US taxes are about as low as it gets for the 1st world.
Taxes in the US are bracketed. If you are poor in the USA you pay essentially no taxes (if you do pay, you get it all back in a refund). Welfare benefits in the USA are also for the poor, whereas in western europe there are more benefits available to the middle class. On the other side, if you are rich in the USA your taxes are much lower than if you are rich somewhere else.
The taxation pain point in the USA occurs when you make about $85-$100K (the same salary range as most nerd jobs). You get taxed the same as someone who makes $170K but definitely do not feel like you have the same spending power. It's also a bracket that is not a much lower tax rate than someone who makes $370K. There aren't that many visibly obvious social services available to someone who makes $85K so the taxes can seem like a rip-off.
The poverty line in the US is ludicrously low when basic health insurance costs $300-400 a month for the not-fucking-your-life plan, birth control isn't covered, and a gallon of milk costs $5.
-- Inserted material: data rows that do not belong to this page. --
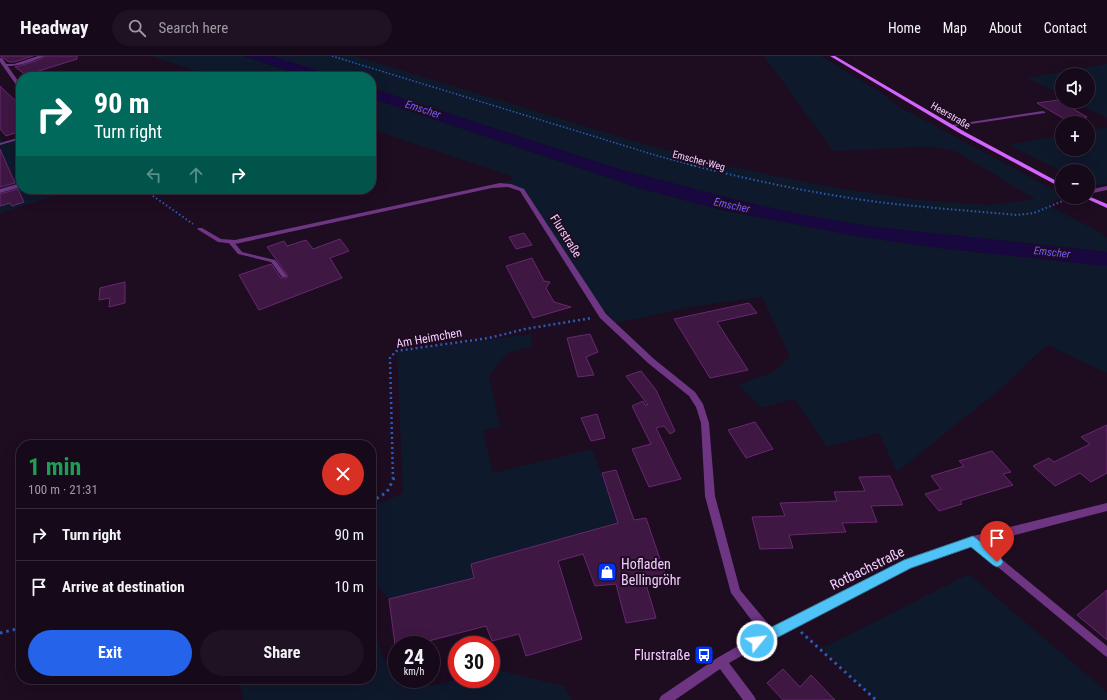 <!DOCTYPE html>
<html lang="en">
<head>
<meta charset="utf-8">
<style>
  :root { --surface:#160919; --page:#1f1222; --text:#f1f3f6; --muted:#9e9aa2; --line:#352a38; --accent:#2563eb }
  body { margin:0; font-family:"Roboto Condensed",sans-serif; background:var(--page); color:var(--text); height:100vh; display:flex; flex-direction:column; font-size:15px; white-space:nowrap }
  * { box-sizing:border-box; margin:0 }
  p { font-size:13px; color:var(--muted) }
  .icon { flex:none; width:22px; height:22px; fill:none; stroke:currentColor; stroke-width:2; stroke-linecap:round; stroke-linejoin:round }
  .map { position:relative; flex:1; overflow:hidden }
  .sheet { position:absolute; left:16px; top:384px; width:360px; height:244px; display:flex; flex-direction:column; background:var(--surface); border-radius:16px; box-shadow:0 4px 16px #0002,0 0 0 1px var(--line) }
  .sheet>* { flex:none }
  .guide { position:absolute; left:16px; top:16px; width:360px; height:122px; border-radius:16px; box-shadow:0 4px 16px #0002,0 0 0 1px var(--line); background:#00695c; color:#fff; overflow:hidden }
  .controls { position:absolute; left:1055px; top:12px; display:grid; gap:8px }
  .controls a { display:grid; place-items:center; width:40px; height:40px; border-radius:50%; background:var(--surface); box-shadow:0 4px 16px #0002,0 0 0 1px var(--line); font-size:20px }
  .speed { position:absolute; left:388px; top:580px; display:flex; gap:8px; font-size:20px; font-weight:700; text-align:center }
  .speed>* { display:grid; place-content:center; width:52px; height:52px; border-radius:50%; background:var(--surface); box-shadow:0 4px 16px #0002,0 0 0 1px var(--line); line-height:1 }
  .speed small { font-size:10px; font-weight:400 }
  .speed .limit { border:6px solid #d22; background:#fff; color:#111 }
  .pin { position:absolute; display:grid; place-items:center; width:34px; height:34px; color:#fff; margin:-41px -17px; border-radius:50% 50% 50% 0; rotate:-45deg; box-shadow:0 0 4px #0007 }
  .pin .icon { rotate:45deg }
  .me { position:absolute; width:44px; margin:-22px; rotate:61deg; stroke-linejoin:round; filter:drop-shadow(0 0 3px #0008) }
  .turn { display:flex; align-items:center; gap:14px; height:84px; padding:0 12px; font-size:18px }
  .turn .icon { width:52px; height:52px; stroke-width:2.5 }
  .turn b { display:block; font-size:28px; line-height:34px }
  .lanes { display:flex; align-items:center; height:38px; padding:0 12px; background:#0003; justify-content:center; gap:20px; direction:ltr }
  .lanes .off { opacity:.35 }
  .round { display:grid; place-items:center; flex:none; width:42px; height:42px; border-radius:21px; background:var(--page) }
  .summary { display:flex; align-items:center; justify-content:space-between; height:68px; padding:0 12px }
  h1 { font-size:24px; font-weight:700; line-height:30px; color:#1e9e55 }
  .button { display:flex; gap:8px; margin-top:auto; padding:8px 12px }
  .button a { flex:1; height:46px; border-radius:24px; background:var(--accent); color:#fff; font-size:16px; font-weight:700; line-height:46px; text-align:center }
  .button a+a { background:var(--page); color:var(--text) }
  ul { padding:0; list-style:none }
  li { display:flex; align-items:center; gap:12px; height:52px; padding:0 12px; border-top:1px solid var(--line) }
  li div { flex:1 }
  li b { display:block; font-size:15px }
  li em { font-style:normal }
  header { display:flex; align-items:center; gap:24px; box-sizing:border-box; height:56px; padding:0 20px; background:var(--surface); border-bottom:1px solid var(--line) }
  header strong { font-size:19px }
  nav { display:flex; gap:22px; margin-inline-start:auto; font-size:14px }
  .search { width:280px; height:36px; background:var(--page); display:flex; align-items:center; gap:10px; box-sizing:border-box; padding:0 14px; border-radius:22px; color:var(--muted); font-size:15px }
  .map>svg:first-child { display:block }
  .green { fill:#0f192c }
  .water { fill:#19073f }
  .building { fill:#3e1743; stroke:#682870 }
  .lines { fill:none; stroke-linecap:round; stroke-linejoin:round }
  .path-far3 { stroke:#285db7; stroke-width:1.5; stroke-dasharray:1.5 2; stroke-linecap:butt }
  .path-far2 { stroke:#285db7; stroke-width:2; stroke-dasharray:1.5 2.5; stroke-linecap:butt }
  .path-far1 { stroke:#285db7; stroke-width:2.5; stroke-dasharray:2 3; stroke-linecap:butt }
  .path { stroke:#285db7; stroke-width:3; stroke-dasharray:2.5 4; stroke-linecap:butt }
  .lane { fill:#6e3583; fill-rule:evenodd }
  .street { fill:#6e3583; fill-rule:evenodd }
  .secondary { fill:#d364ff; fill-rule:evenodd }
  .route { fill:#4fc3f7; stroke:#337fa1 }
  .labels { text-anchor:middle; stroke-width:4; stroke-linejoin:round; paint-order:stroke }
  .far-street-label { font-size:10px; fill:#f5cdff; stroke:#1e0c21 }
  .far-water-label { font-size:11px; font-style:italic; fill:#745bff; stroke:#1e0c21 }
  .street-label { font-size:12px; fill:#f5cdff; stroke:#1e0c21 }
  .near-poi-label { font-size:14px; fill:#f5cdff; stroke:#1e0c21; text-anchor:start }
  .near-street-label { font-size:14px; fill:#f5cdff; stroke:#1e0c21 }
</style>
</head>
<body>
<header>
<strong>Headway</strong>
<div class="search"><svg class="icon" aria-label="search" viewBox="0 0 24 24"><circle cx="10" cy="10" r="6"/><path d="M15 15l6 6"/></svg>Search here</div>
<nav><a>Home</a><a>Map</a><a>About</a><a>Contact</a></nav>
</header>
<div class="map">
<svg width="1107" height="644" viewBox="0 0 1107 644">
  <rect width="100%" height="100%" fill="#1e0c21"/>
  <path class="green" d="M151,0H243L307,21H214Z
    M272,0H355L633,85L722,109L830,131L919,144L990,149L1035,143L955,95L935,91H918L833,95L764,0H821L880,36L903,53L1058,136L1062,139V142L1048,149L1103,178L1107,182V196L868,170L803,159L737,144L619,113L371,32V21H337Z
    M1107,8V62L1073,45H1088V19H1062V39L1027,22Z
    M371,42L639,132L722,154L856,180L939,192L1107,210V317L1047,289L1004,330L897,416L879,377L827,391L794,343L762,352L738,329L774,316L790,300L762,241L702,249L615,267L581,226L524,134L503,128L514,121L371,73Z
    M1107,71V128L1093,130L1088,128V115H1062L1008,89L1062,79V93H1088V75Z
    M21,80V133H78L0,157V81L4,86Z
    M531,278L532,290L507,297L489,320L500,371L483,374L493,417L592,393L619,467L471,508L474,522L389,543L378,531L374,572L384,606L396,594L397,595V623H425L432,630L460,623H491V616L498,614L564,630L572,644H243L239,623H371V451L403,437L397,296Z
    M969,518L1107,636V644H875L822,592Z"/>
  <path class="water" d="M243,0H272L337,21H307Z
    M371,32L619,113L737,144L803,159L868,170L1107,196V210L939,192L856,180L722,154L639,132L371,42Z"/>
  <path class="building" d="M0,0H33L14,6H9Z
    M45,0H77V3L26,19L15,11L36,5Z
    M0,30L21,50V75L6,80L0,73Z
    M1058,44L1065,48L1087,61L1066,64L1037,47Z
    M0,93L15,127L0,131Z
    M18,133L24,146L12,150L10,147L0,150V138Z
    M524,177L532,189L516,193L509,181Z
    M340,183L349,195L330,202L342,222L259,254L239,219L271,208L281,222H286L288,220L267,191L284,185L287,190L306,184L313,193Z
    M532,202L544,225L550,226L546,232L554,246L571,251L533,262L506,210Z
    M125,226V247L109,251L110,242L99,244L100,232Z
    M749,247L757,257L717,266L748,314L710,322L674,263Z
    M590,278L598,296L586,301L594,319L578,321L567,282Z
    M641,315L656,334L675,375L670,378L664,370L656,372L681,423L649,431L632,393L651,388L632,350L643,345L645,349H648L626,320Z
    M597,358L605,382L591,385L581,362Z
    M755,366L773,393L746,402L728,374Z
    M1107,369V417L1091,426L1080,417L1055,430L1033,410L1049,402L1054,406L1090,388L1081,381Z
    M992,395L1011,416L1003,418L1013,429L960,445L962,448L939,455L925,438L941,433L931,420L964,410L959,405Z
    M616,414L634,464L646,462L666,521L645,525L656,562L626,567L616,528L595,530L583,498L558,505L582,583L526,600L519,578L492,585L486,570L413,589H395L389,543L474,522L471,508L618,467L602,417Z
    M890,420L903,449L871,450L877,466L842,467L846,476L789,479L793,492L760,493L752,461L785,460L780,447L837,445L834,436L865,435L859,421Z
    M1107,534V584L1077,559Z
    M783,613L800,631L811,619L835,644H783L767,627Z"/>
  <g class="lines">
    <path class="path-far3" d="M332,0L658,100L695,110"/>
    <path class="path-far2" d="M691,109C755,125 821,139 886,147C930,152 973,155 1017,159L1034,157L1072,141
      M143,133L193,168"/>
    <path class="path-far1" d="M393,423L390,302L396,295L489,282L525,273L592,262"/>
    <path class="path" d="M371,446L387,436L394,422
      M801,576L876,644
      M0,577L21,572"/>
    <path class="lane" d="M38,0H44C35,5 12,13 2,9L4,8H14Z
      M1043,55L1045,56V57L951,71L949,70L951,69Z
      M21,81V83L0,89V87Z
      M21,127V131L0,137V133Z
      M231,184L233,185L242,196L275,204L287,220L286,221H282L271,206L238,198L228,186Z
      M973,481L976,482L1107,590V601L1104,599L970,488L969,485L970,482Z"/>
    <path class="street" d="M0,2H2L21,29V33H19L0,6Z
      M500,127L511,128L524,133L606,258L654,303L695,336L703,348L709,367L715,440L740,534L771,571L908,502L973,480L1107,447V455L973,490L911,511L773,582L729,607L754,640L756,644H743L720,613L675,644H659L661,640L717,602L761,577L731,537L705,440L701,367L696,351L689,340L648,307L600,262L520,135L508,131L492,132L235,188L218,186L197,173L198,172H202L221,183L235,184Z
      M1107,130V134L1088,138V134Z"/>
    <path class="secondary" d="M830,0H835L965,76L1062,128V132L961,78Z
      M1088,140L1107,148V152L1083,141H1088Z"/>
  </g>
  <path class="route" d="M973,480L1001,502L1003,506L1001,509L997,511L993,509L971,491L911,512L761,590L757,591L752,590L751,585L752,581L904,504Z"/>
  <defs>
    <g id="shop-square" transform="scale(1)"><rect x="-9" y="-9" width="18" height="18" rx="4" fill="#0034f8" stroke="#1e0c21"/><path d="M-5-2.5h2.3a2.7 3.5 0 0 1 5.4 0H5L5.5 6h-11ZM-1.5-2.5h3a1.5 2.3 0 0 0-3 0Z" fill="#fff"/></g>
    <g id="bus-square" transform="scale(1)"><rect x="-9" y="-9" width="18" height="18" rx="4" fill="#0034f8" stroke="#1e0c21"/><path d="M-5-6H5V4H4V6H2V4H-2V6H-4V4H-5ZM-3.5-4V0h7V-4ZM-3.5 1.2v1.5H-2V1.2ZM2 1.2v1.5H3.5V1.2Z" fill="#fff"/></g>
  </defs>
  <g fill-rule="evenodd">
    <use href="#shop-square" x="607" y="516"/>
    <use href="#bus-square" x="704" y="599"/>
  </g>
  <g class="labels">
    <g class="far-street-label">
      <text transform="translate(951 59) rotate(30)" y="4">Heerstraße</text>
      <text transform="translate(699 104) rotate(15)" y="4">Emscher-Weg</text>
    </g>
    <g class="far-water-label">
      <text transform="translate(423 53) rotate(18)" y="4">Emscher</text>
      <text transform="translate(732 149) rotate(12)" y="4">Emscher</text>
      <text transform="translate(1052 196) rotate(6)" y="4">Emscher</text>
    </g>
    <g class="street-label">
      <text transform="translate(566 180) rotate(58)" y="4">Flurstraße</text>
      <text transform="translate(429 282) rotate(-10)" y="4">Am Heimchen</text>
    </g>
    <g class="near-poi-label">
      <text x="621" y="513">Hofladen<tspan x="621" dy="16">Bellingröhr</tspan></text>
      <text x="690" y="604" text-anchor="end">Flurstraße</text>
    </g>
    <g class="near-street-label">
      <text transform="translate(867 512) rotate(-26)" y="5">Rotbachstraße</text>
    </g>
  </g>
</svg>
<div class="controls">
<a><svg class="icon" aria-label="sound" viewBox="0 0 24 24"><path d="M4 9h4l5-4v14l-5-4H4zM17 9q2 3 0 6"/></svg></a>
<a>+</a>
<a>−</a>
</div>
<div class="speed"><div>24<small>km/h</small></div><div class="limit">30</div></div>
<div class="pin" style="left:997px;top:506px;background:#d93025"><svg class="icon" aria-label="arrive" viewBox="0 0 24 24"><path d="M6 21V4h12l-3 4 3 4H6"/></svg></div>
<svg class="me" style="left:757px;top:585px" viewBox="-20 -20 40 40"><circle r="17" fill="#4fc3f7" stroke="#fff" stroke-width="3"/><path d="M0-11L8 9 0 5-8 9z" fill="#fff"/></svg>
<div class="guide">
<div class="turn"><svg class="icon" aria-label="right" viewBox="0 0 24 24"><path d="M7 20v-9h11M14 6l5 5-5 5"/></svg><div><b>90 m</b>Turn right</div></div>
<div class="lanes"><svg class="icon off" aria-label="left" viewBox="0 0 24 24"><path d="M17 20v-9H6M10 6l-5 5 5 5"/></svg><svg class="icon off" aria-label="ahead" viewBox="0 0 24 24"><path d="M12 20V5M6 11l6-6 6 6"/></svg><svg class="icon" aria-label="right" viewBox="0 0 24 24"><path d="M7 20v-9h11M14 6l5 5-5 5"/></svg></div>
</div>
<section class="sheet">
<div class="summary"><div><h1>1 min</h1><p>100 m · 21:31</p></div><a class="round" style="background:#d93025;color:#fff"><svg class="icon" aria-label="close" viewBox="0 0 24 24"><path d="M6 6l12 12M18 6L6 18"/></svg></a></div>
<ul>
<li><svg class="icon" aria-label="right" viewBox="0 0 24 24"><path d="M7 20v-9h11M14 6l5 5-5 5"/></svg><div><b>Turn right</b></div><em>90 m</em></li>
<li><svg class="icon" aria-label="arrive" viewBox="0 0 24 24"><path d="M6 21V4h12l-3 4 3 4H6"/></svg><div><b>Arrive at destination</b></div><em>10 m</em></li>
</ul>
<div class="button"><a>Exit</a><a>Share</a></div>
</section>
</div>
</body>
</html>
In Austria, a person doesn't even pay taxes until they earn over 1200 euros a month. Until the whole silly Greek affair, that was the equivalent of $21,000 USD for an individual.
And... they still get retirement, maternity leave, unemployment insurance, free childcare, and great health care.
Not to mention, despite a 20% sales tax, raw food ingredients in Austria cost less than the equivalent I paid in Maryland 2 years ago when I left.
Additionally: Healthcare in the US is a hidden tax.
Yet more, how many people do you know who receive social benefits in the US? I have known quite a few, most notably a woman who was deeply involved in an abusive church and marriage and had 10 children with her husband before realizing she was in a very bad situation. Her family and his family disowned her, and what did the government do? Denied her food stamps. A woman who hadn't worked since she was 18, had no college, and 10 children!
So yes, I think paying 50% to Austria is actually cheaper than paying 40%+ to Uncle Sam, while also having to pay $600/mo for COBRA because I was denied by private insurance, and still hoemmorhaging money when I hurt myself. US taxes? Really not that low.
Except, as I said, for the very rich, and the large corporations, and people who can afford/have the balls to maintain genuine tax shelters.
Average, sure. But the federal tax poverty line doesn't vary by state, does it?
When I was leaving MD, after I'd emptied my cabinets of everything, a friend got sick and I wanted to make him cookies. The ingredients for cookies from scratch - a pound of sugar, flour, butter, baking soda, baking powder, 6 eggs, milk, chocolate chips and 1 pack of jell-o vanilla instant pudding mix and one 20 oz bottle of Diet Coke cost me $57.81. At SAFEWAY. Not Whole Foods, Graul's or any fancy store. SAFEWAY.
I still have the receipt, pinned up as a reminder.
The taxation pain point in the USA occurs when you make about $85-$100K (the same salary range as most nerd jobs). You get taxed the same as someone who makes $170K but definitely do not feel like you have the same spending power. It's also a bracket that is not a much lower tax rate than someone who makes $370K. There aren't that many visibly obvious social services available to someone who makes $85K so the taxes can seem like a rip-off.